13 Kasım 2021 01:52

Emekçinin savunucusu patron!

Erdoğan ve işçiler

Fotoğraf: Freepik&AA Kolaj: Evrensel

Paylaş

Son zamanlardaki gelişmeler hayret uyandırıcıdır. Şöyle ki, emeği sömürerek cebini dolduran patron, her nasılsa bu kez emek hakkının bir bölümünü, o da çok ufak bir bölümünü, savunur hale gelmiştir. Bir sendika açıkça asgari ücretin yükseltilmesi gerektiğini hükümete öneriyor, hatta bu öneri birkaç katla ifade ediliyor. Peki, insana sormazlar mı: Sayın yönetici, siz o kürsüden hükümet yetkililerine öneride bulunmak yerine, hiç değilse size bağlı işyerlerinizde, ya da diğer sendikalarla iş birliği içinde olarak bağlı işyerlerinde ya da iş kollarında asgari ücreti yükseltseniz ya da en uygulanır yol olarak asgari ücretlileri normal ücrete geçirseniz olmaz mı? Böylesi daha kısa yoldan yürüyüş varken, ne diye hükümet yetkililerine çağrı yapıyorsunuz ki? Bu nasıl emekçiye bir şirin görünme oyununda patron-siyasetçi iş birliğidir böyle!  

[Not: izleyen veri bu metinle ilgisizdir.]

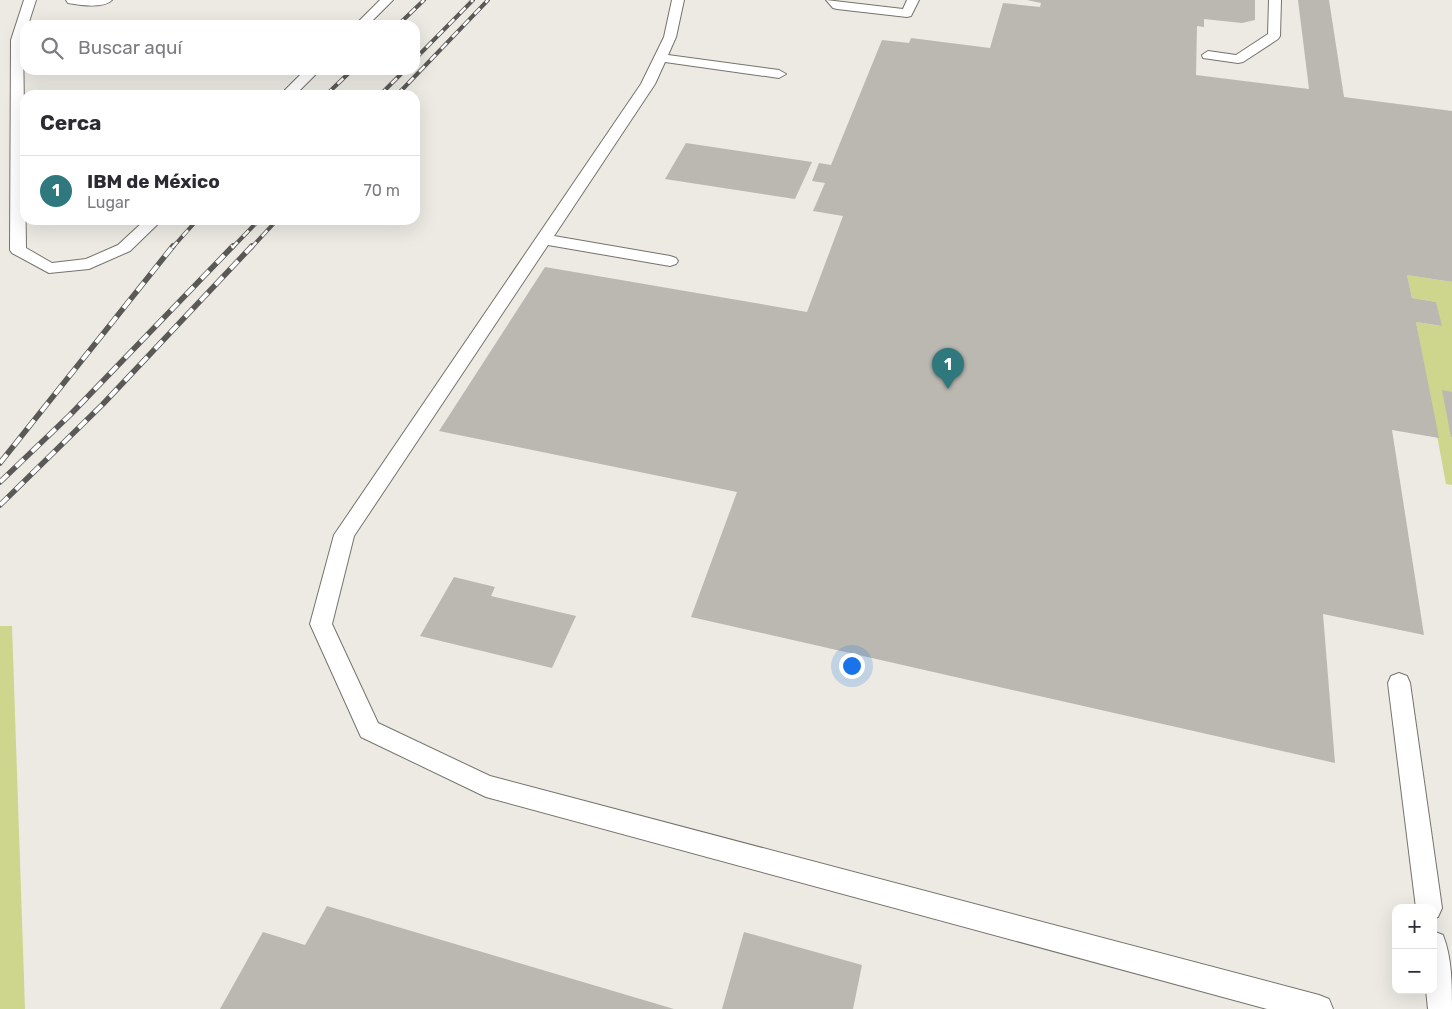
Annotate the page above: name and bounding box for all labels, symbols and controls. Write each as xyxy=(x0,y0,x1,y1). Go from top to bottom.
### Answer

Hemen söylemeliyim ki, kapitalist dünyada ne sömürüye doymayan patronlar, ne de patronların siyasetteki uzantıları olan hükümet yetkilileri samimi olarak emekçinin yanındadır. Patronlar olabildiğince kârlarını yükselterek piyasada tutunmaya, hatta ileri düzeylere gelmeye çalışırlar. Patron ile emekçi hiçbir zaman birbirinin kardeşi değildir, olamazlar da. Fakat bu iki kesim arasındaki ilişki bağlamında, patron açısından emek, üretim esnasında sömürülecek üretici güç, ürünlerin satışı esansında da kazıklanacak tüketici kaynak olarak görülür. Dolayısıyla, her iki halde de sömürülen emek, patronun vazgeçemeyeceği üvey kardeşidir.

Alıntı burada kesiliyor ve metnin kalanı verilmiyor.